Jakarta, CNN Indonesia — Presiden Joko Widodo boleh jadi bangga, salah satu menterinya, Sri Mulyani Indrawati didapuk penghargaan sebagai menteri terbaik dunia dari World Government Summit.
Penghargaan menteri terbaik ini merupakan penghargaan global yang diberikan kepada satu orang menteri dari semua negara di seluruh dunia sejak 2016. Adapun proses seleksi dan penentuan pemenangnya dilakukan oleh lembaga independen Ernst & Young.
Ekonom Institute for Development of Economics & Finance (Indef) Eko Listiyanto menuturkan, penghargaan yang diperoleh Sri Mulyani memperlihatkan bahwa dunia percaya fiskal Indonesia dikelola secara hati-hati (prudent).
“Selain fiskal yang prudent, catatan lain yang mungkin dilihat adalah keberhasilan amnesti pajak (tax amnesty). Keberhasilan itu membuat negara lain melirik, terutama negara-negara Timur Tengah,” ujarnya kepada CNNIndonesia.com, Selasa (13/2).
Selain itu, sikap Indonesia melalui Sri Mulyani yang banyak terlibat dalam forum internasional, antara lain terkait keterbukaan informasi dan reformasi perpajakan, juga turut serta menjadi poin positif.
“Memang, di era Sri Mulyani, government (tata kelola Kementerian Keuangan) di mata publik semakin baik. Tapi, tentu dibutuhkan pula hasil yang riil di masyarakat,” terang Eko.
Salah satu catatan bagi Sri Mulyani, menurut Eko, adalah masih rendahnya pertumbuhan ekonomi Indonesia. Ia menilai, pertumbuhan di kisaran lima persen belum cukup bagi Indonesia untuk mengakselerasi perekonomian.
“Daya beli masyarakat juga masih lesu,” ungkap Eko. Selain itu, Sri Mulyani juga memiliki pekerjaan rumah yang merupakan amanat Undang-Undang. Sebagian pekerjaan rumah tersebut, bahkan seharusnya sudah selesai. Namun, hingga kini belum jelas nasibnya. Antara lain, pembentukan aturan turunan Undang-Undang Pencegahan dan Penanganan Krisis Sistem Keuangan (PPKSK).

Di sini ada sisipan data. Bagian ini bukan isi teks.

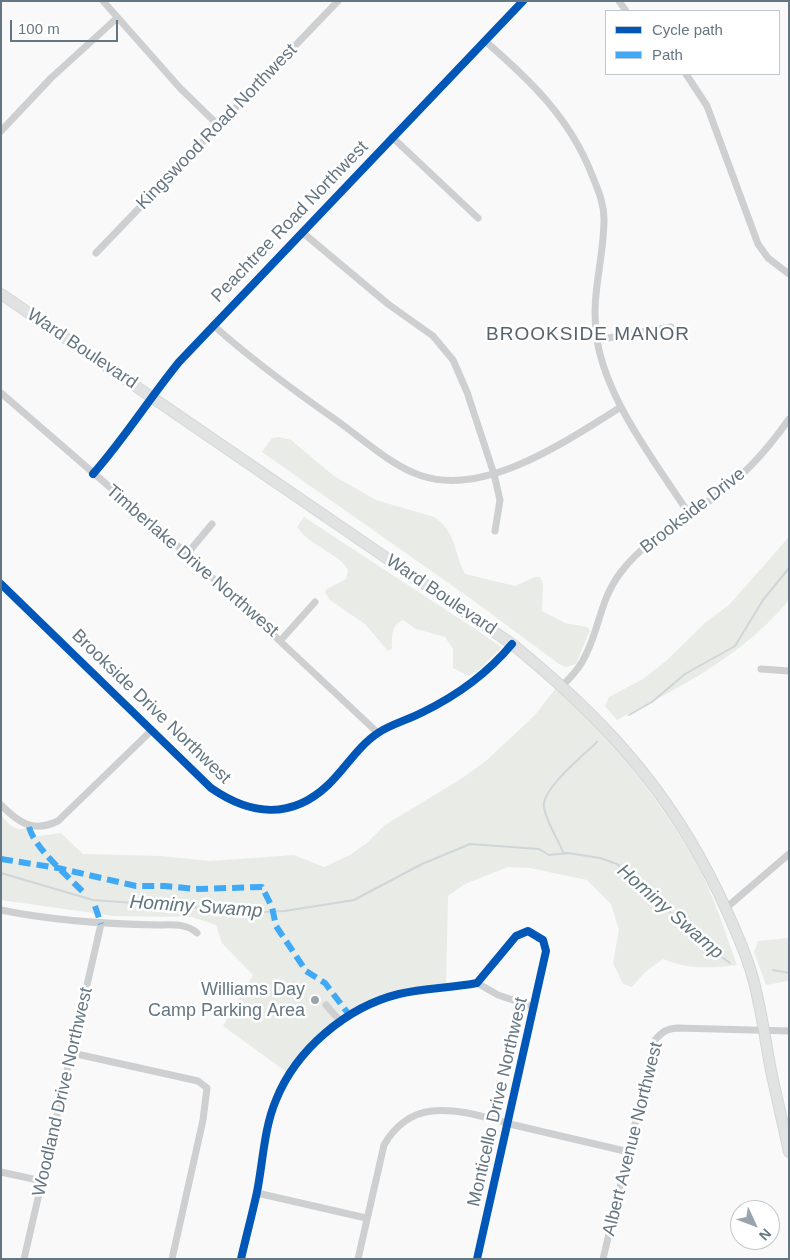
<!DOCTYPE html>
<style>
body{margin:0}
#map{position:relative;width:790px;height:1260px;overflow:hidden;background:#f9f9f9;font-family:Helvetica,sans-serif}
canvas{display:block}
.frame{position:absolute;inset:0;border:2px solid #657683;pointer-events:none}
.legend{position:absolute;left:605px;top:10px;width:175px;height:65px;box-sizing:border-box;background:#fff;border:1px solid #c1c8cd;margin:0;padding:6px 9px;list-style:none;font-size:15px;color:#657683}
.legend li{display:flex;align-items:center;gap:10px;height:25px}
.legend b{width:25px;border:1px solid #c1c8cd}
.north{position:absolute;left:730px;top:1200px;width:50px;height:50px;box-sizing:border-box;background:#fff;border:1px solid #c1c8cd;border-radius:50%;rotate:133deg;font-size:14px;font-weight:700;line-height:20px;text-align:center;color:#657683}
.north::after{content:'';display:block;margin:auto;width:18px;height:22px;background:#99a4ac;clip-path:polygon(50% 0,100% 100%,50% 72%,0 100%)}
.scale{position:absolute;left:10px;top:20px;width:108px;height:22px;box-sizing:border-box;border:2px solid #657683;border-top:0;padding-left:6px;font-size:15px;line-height:18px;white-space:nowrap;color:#657683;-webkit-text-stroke:4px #fff;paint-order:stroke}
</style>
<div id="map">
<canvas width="790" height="1260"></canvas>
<div class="frame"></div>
<ul class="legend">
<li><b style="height:6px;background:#0057b8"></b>Cycle path</li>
<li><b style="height:6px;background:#3fa9f5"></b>Path</li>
</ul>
<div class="north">N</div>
<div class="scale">100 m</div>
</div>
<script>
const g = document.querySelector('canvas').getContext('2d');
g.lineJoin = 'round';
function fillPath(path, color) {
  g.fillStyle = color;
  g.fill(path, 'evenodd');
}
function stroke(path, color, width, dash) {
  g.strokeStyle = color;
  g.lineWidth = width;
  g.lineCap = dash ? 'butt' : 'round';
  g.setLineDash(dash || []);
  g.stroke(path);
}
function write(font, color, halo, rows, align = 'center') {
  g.font = font + ' Helvetica,sans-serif';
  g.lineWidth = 5;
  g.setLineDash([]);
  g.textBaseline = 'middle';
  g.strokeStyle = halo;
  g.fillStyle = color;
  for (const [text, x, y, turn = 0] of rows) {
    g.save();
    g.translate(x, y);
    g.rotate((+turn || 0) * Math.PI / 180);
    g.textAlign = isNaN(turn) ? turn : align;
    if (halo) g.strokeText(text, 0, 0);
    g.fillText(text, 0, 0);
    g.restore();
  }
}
fillPath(new Path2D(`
 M 279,437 L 291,440 L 334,476 L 376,500 L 434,517 C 456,531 454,553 465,574 L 515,586 L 535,577 L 540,577 L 543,584 L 542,611 L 565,623 L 587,627 L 590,630 L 576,664 L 566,667 L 559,664 L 474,601 L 262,452 L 272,438 Z
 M 304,517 L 475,629 L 501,647 L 499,650 L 479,670 L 469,676 L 453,668 L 453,649 L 445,637 L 416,629 L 403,620 C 391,625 392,636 392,648 L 388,651 L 365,624 L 330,600 L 325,592 L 327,589 L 346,579 L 348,570 C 339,553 311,547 297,527 Z
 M 789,537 L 789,600 C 744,655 679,688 617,720 L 605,706 L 609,697 L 643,679 L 666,661 L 706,622 L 729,605 Z
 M 556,688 C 574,706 594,722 610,741 C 641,778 670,818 694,859 C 713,892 724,930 737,965 C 708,968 691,970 663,959 L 645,972 L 632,987 L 623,984 L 613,963 L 619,930 L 611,904 L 587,880 L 530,868 L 508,867 L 465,884 L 448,896 L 446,986 L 398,991 L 354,1009 L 288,1073 L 223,1026 L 253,975 L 222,943 L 216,925 L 192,917 L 114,916 L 1,900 L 1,815 C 9,825 16,833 29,827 L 32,837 L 61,833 L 83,854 L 161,856 L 210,861 L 294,855 L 324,867 L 350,855 L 367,843 L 385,825 L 461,779 L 487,760 L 535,715 Z
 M 789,938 L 789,981 L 766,985 L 754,952 L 758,941 Z`), '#e8ebe6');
stroke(new Path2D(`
 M 629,715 L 652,702 L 685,674 L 735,646 L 763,600 L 789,568
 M 564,854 C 558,839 546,822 544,807 C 541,789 585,754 597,742
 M 1,873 L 93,900 L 202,908 L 236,913 L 285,911 L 354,900 L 422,864 L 470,844 L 539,849 L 549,855 L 568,853 L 600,858 L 617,864 L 642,884 L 697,939 L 730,963
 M 773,970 L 789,973`), '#ced6d9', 2);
const secondary = new Path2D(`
 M 1,294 L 512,644 C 602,717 668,788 719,894 C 731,920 744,947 752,975 C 761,1006 765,1039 771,1071 C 777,1098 783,1125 789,1152`);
stroke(secondary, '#d5d6d7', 12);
stroke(new Path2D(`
 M 103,1 L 180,88 L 219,126
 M 619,1 L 626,11
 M 485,41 C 530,80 570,118 592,175 C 598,190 604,203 604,219 C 604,261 590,295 597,340 C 607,401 656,463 689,514
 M 686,74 L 707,106 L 758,244 L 768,258 L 789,274
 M 1,131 L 51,78 L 117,18
 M 392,137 L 478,218
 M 302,232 L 388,304 L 433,336 L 453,360 L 467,392 L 494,474 L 500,500 L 495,531
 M 96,253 L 338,1
 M 213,325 C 252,360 293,390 336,420 C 363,439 391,466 422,476 C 487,497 569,439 621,407
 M 597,340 L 671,327
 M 1,393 L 187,554 L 378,733
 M 93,474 C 124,439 149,399 179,362 L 523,1
 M 187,554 L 212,524
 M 1,584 L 211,788 C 250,815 291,820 328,785 C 345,769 358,746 378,733 C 391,724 408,720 423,712 C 458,695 487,674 512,644
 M 281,640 L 315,602
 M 761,669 L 789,671
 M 563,685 C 570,678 577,671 582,662 C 600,632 598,602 621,572 C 647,538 683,521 716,496 C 745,475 768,449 789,419
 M 1,805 C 19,823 33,833 58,821 L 152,730
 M 726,908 L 789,854
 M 1,910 C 54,921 104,924 157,925 C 172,925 186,923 197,933
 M 477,983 L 498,995 L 534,1007
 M 326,1005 L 341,1022
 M 72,1053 L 198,1081 L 207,1088 L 203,1120 L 172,1259
 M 1,1172 L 42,1181
 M 257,1193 L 366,1218
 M 24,1259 L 101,924
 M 241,1259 C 246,1237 252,1215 257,1192 C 263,1162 264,1128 276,1100 C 296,1050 346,1007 399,994 C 424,988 451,988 477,983 L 516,936 L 528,931 L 543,940 L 546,951 L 477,1259
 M 358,1259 L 384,1145 C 394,1127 411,1113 432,1111 C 460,1108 487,1118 514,1125 C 552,1134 591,1143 629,1152
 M 603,1259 L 655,1040 C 662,1032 666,1029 677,1028 L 789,1031`), '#cecfd0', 7);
stroke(secondary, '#e1e2e2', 10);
stroke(new Path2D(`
 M 29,827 C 35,849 68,876 84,893
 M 1,859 L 58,868 L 136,886 L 165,886 L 196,889 L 262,887 L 272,907 L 276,926 L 306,971 L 325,983 L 350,1016
 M 95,906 L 101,924`), '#3fa9f5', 6, [12, 6]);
stroke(new Path2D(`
 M 93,474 C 124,439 149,399 179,362 L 523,1
 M 1,584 L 211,788 C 250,815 291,820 328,785 C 345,769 358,746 378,733 C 391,724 408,720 423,712 C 458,695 487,674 512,644
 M 241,1259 C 246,1237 252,1215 257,1192 C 263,1162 264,1128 276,1100 C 296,1050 346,1007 399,994 C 424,988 451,988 477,983 L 516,936 L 528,931 L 543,940 L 546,951 L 477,1259`), '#0057b8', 8);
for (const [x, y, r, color] of [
 [315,1000,5,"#99a4ac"]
]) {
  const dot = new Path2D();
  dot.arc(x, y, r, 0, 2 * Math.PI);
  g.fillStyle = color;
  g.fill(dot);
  stroke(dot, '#fff', 2);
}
write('18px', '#657683', '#fff', [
 ["Kingswood Road Northwest",217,127,-46],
 ["Peachtree Road Northwest",290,222,-46],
 ["Ward Boulevard",82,349,34],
 ["Brookside Drive",693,511,-38],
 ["Timberlake Drive Northwest",192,561,41],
 ["Ward Boulevard",441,595,34],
 ["Brookside Drive Northwest",151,707,44],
 ["Woodland Drive Northwest",63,1092,-77],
 ["Monticello Drive Northwest",498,1102,-77],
 ["Albert Avenue Northwest",633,1139,-76]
]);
write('18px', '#657683', '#fff', [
 ["Williams Day",305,990],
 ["Camp Parking Area",305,1011]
], 'right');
g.letterSpacing = '1px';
write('19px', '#57646e', '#fff', [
 ["BROOKSIDE MANOR",588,335]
]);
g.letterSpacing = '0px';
write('italic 19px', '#60757c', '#fff', [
 ["Hominy Swamp",196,907,4],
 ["Hominy Swamp",670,912,41]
]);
</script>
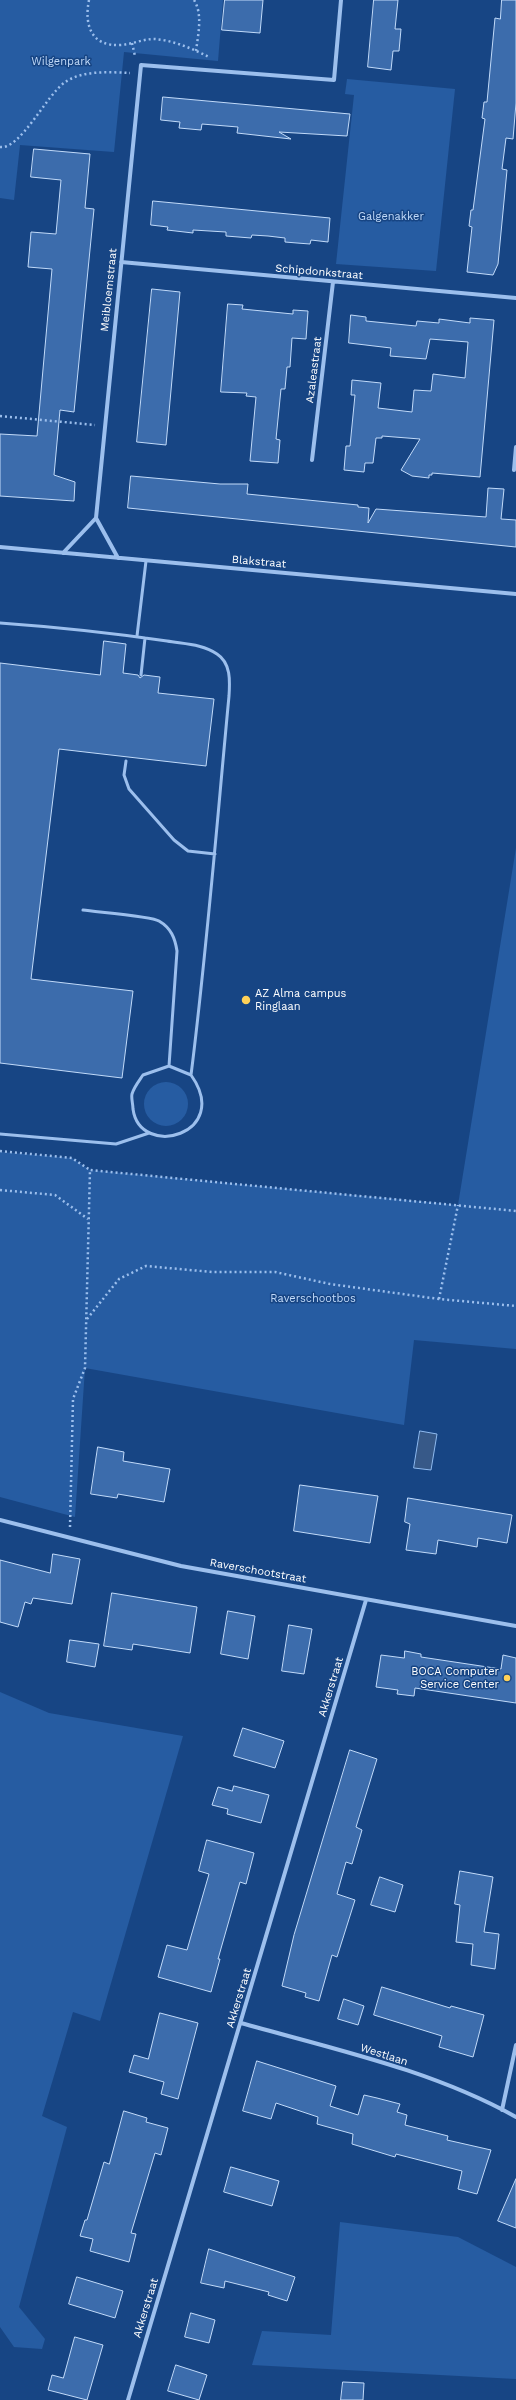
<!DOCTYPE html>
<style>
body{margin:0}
canvas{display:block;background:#174584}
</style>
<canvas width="516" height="2400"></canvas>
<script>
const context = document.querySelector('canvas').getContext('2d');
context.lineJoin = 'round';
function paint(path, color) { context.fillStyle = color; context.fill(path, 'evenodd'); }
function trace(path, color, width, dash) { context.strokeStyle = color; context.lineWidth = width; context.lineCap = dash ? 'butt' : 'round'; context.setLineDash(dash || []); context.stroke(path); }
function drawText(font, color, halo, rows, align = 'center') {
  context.font = font + ' "Work Sans",sans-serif'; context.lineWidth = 3; context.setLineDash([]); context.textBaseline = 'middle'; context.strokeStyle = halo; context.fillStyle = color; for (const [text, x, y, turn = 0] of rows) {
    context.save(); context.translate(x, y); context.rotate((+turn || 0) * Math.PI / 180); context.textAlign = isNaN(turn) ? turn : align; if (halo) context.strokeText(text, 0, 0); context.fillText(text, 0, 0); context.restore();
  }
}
paint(new Path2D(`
 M0,0H223L218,61L124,52L114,152L20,145L14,200L0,198Z
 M347,79L455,89L436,271L336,264L354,95L345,94Z
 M516,848V1349L414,1340L404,1425L85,1368L75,1517L0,1497V1152L72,1158L90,1170L458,1205Z
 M144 1104a22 22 0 1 1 44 0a22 22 0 1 1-44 0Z
 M0,1692L49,1713L183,1736L100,2021L73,2012L42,2116L67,2127L19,2307L45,2339L42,2349L14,2347L0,2327Z
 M340,2222L458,2237L516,2267V2379L252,2365L262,2331L331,2335Z`), '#265ca2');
const water = new Path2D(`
 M420,1431L437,1434L431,1470L414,1468Z`);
paint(water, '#375988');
trace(water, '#8fbaef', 1);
const building = new Path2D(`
 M225,0H263L260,33L222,30Z
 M374,0H398L395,29H401L399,51H393L391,70L368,67Z
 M502,0H516V103L513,139L506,138L502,169L507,170L498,264L493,275L467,272L472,227L469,226L471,210H473L485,119L482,118L484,102H487L495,18L500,19Z
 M163,97L350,114L347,136L279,132L291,139L237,133L238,127L202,124L201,130L179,128L180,122L161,120Z
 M34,149L90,154L85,208L94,209L74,412L60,410L54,475L75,482L74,501L0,496V434L37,436L52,269L28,267L31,232L56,234L61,180L31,177Z
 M153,201L330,218L328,242L311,240L310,244L297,243L285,242V238L268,236L252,235L251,238L226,236V232L193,230V233L167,230L168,227L151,225Z
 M152,289L180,292L166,445L137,442Z
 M228,304L243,305L242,309L293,314V310L308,311L306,339L292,338L290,367H287L285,389H281L276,439L280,440L278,463L250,461L256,397L246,396L247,393L221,392Z
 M351,315L366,317V321L416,326L417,321L439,323V319L470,323V318L494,320L480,477L432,473V475H429V478L412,476L401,470L420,439L382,436V438H376L373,463H365L364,472L344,470L346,446H350L355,395H351L352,380L381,383L378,408L412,412L414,390L431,391L433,374L465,378L468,342L430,339L426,359L390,356L391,348L349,343Z
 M131,476L220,484H248L247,494L358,505V507L369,508L368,523L376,509L486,517L488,488L504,489L501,519L516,520V547L128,508Z
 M104,641L126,644L123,673L138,675L140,678L144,675L160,677L158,693L214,699L206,766L59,749L31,979L133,991L122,1078L0,1063V663L100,675Z
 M98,1447L124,1452L123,1461L170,1469L164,1502L118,1494L117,1498L91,1494Z
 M300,1485L378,1496L370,1543L294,1531Z
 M408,1498L512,1515L507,1543L478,1538L477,1547L438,1540L436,1554L406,1550L410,1524L405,1522Z
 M53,1554L80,1559L72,1604L33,1598L31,1604L25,1602L18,1627L0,1622V1560L50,1573Z
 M112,1593L197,1607L190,1653L133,1644L132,1650L104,1646Z
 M228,1611L255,1616L248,1659L221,1654Z
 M289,1625L312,1629L304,1674L282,1671Z
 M70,1640L99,1644L95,1667L67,1662Z
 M405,1651L421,1654V1657L501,1669L503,1655L516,1658V1703L415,1688L414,1696L397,1694L398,1690L376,1687L381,1655L404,1658Z
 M243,1728L284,1741L275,1768L234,1756Z
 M350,1750L377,1759L356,1827L362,1830L352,1864L346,1862L337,1894L355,1900L337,1957L332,1955L319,2001L305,1997L306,1993L282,1986L294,1935Z
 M234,1786L269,1795L261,1823L227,1814L228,1809L212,1805L218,1787L232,1791Z
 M207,1840L254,1853L246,1884L240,1882L218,1959H220L211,1992L158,1977L167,1945L187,1950L209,1874L199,1871Z
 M460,1871L493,1877L484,1932L499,1934L495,1969L471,1965L473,1944L456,1942L460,1905L455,1904Z
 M380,1877L403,1885L395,1912L371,1905Z
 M382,1987L450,2008L451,2006L484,2015L473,2057L439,2047L442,2036L374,2015Z
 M344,1999L364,2006L358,2025L338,2019Z
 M160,2013L198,2023L178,2099L161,2094L164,2082L129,2072L134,2055L148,2059Z
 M257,2061L336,2086L330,2106L358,2115L364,2095L377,2098L400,2104L397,2112L407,2115L405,2125L448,2136L447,2140L491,2150L477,2194L458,2189L462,2171L396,2154L395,2157L352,2144L353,2134L317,2124L318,2117L276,2103L271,2119L243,2111Z
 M124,2111L147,2118L146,2122L168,2128L161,2155L155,2153L131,2233L136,2234L129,2262L90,2251L93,2239L80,2236L85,2220H87L104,2162L109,2164Z
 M231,2167L279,2181L272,2206L224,2192Z
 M516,2179V2228L498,2221Z
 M209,2249L295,2277L287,2301L268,2295L269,2292L225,2281L224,2288L201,2283Z
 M77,2277L123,2291L115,2318L69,2304Z
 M191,2313L215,2320L209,2343L185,2337Z
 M75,2337L103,2345L87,2400L48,2390L52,2375L63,2378Z
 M176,2365L207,2375L199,2400L168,2391Z
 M343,2382L364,2383L363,2400H341Z`);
paint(building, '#3c6cac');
trace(building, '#c1daf9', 1);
trace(new Path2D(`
 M89,0C84,25 91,47 121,45C133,44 143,39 154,39C173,40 193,49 209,57
 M194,0C203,14 198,35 196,51
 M132,43L135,56
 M0,147C20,150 46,96 64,83C81,70 109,72 130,73
 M0,416L95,425
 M0,1151L72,1158L90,1170
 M0,1190L55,1195L88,1219
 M439,1299L458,1205
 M87,1319L119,1279L146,1266L212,1272H275L330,1284L439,1299L516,1306
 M70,1527L73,1399L85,1368L90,1170L516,1211`), '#9cbfed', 2.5, [2, 3]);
trace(new Path2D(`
 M0,623C56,627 112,633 167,641C184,644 203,644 217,654C231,663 230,681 229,696C217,822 207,949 191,1075C233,1134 140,1160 133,1109C133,1104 131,1098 132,1094C134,1087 139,1081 143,1075L169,1066L191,1075
 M137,636L146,561
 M141,675L145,638
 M126,761L124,775L129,789L174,840L188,851L215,854
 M83,910C96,912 152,916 159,921C171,928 175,938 177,951L169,1066
 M0,1134L116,1144L149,1133`), '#9cbfed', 3);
trace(new Path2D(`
 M121,262L516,298
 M312,460L333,282
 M514,470L516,447
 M96,518L118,558
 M0,547L516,594
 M63,553L96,518L141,65L334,80L341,0
 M0,1520L181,1566L516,1626
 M241,2023C333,2049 432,2070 516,2117
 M502,2110L516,2045
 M128,2400L366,1600`), '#9cbfed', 4);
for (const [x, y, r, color] of [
 [246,1000,5,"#ffd158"],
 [507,1678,4,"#ffd158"]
]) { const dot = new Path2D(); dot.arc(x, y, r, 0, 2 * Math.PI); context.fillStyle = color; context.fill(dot); trace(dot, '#174584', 1.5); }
drawText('11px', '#c1daf9', '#174584', [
 ["Wilgenpark",61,62],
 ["Galgenakker",391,217],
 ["Raverschootbos",313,1299]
]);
drawText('11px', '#fff', '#174584', [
 ["Schipdonkstraat",319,272,5],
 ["Meibloemstraat",109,290,-84],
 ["Azaleastraat",314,370,-83],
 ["Blakstraat",259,562,5],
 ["Raverschootstraat",258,1571,10],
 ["Akkerstraat",331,1687,-73],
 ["Akkerstraat",239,1998,-73],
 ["Westlaan",384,2055,18],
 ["Akkerstraat",146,2308,-73]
]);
drawText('11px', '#fff', '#174584', [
 ["AZ Alma campus",255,994],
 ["Ringlaan",255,1007],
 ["BOCA Computer",499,1672,"right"],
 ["Service Center",499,1685,"right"]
], 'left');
</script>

Salah satunya peraturan pemerintah terkait besaran bagian premi untuk pendanaan program restrukturisasi perbankan (PRP).
Aturan turunan tersebut seharusnya rampung pada April 2017. Pasalnya, UU PPKSK mengamanatkan seluruh aturan turunan tersebut harus rampung dalam satu tahun sejak UU diundangkan pada 15 April 2016.
Selain PP soal premi PRP, Sri Mulyani juga belum merealisasikan amanah Undang-Undang Perasuransian untuk membentuk UU terkait program penjaminan polis. Padahal, UU tersebut seharusnya sudah terbentuk tiga tahun setelah UU Perasuransian diundangkan pada Oktober 2014. Dengan demikian, UU penjaminan polis harus rampung di Oktober 2017.
“Di luar fiskal, salah satu yang belum juga dicapai itu, aturan-aturan di sektor keuangan. Walaupun pengawasannya bukan di Kementerian Keuangan, tapi pembuatan aturannya semua ranah Kemenkeu. Ini yang perlu didorong juga karena sangat penting,” imbuh dia. Kepala Ekonom Samuel Sekuritas Lana Soelistianingsih juga memberikan catatan yang tak jauh berbeda. Menurut Lana, pertumbuhan ekonomi menjadi pekerjaan rumah Sri Mulyani yang membutuhkan tenaga ekstra.
“Tantangannya adalah bagaimana mencapai 5,4 persen. Kalau dengan kondisi pengeluaran pemerintah seperti ini, sulit mewujudkannya,” ungkap Lana.
Ditengah daya beli masyarakat yang cenderung lesu, Lana menekankan peran konsumsi pemerintah sangat penting untuk mendorong perekonomian.
“Ini kan ada ekonomi yang melambat, fiskal harus lebih ekspansif,” ungkap Lana. Namun, di sisi lain, fiskal yang lebih ekspansif membutuhkan dana yang besar, yang harus dibiayai dengan pajak atau utang.
“Pajak juga menjadi masalah sendiri karena selama ini penerimaannya hampir selalu tak mencapai target. Karena itu, reformasi pajak perlu dikejar,” tuturnya.
Tahun ini, menurut Lana, juga akan menjadi tahun yang berat bagi Sri Mulyani dalam mengelola fiskal. Pasalnya, selain dihadapkan pada kenaikan harga minyak yang dapat menimbulkan dilema pada harga BBM, tahun depan juga merupakan tahun politik.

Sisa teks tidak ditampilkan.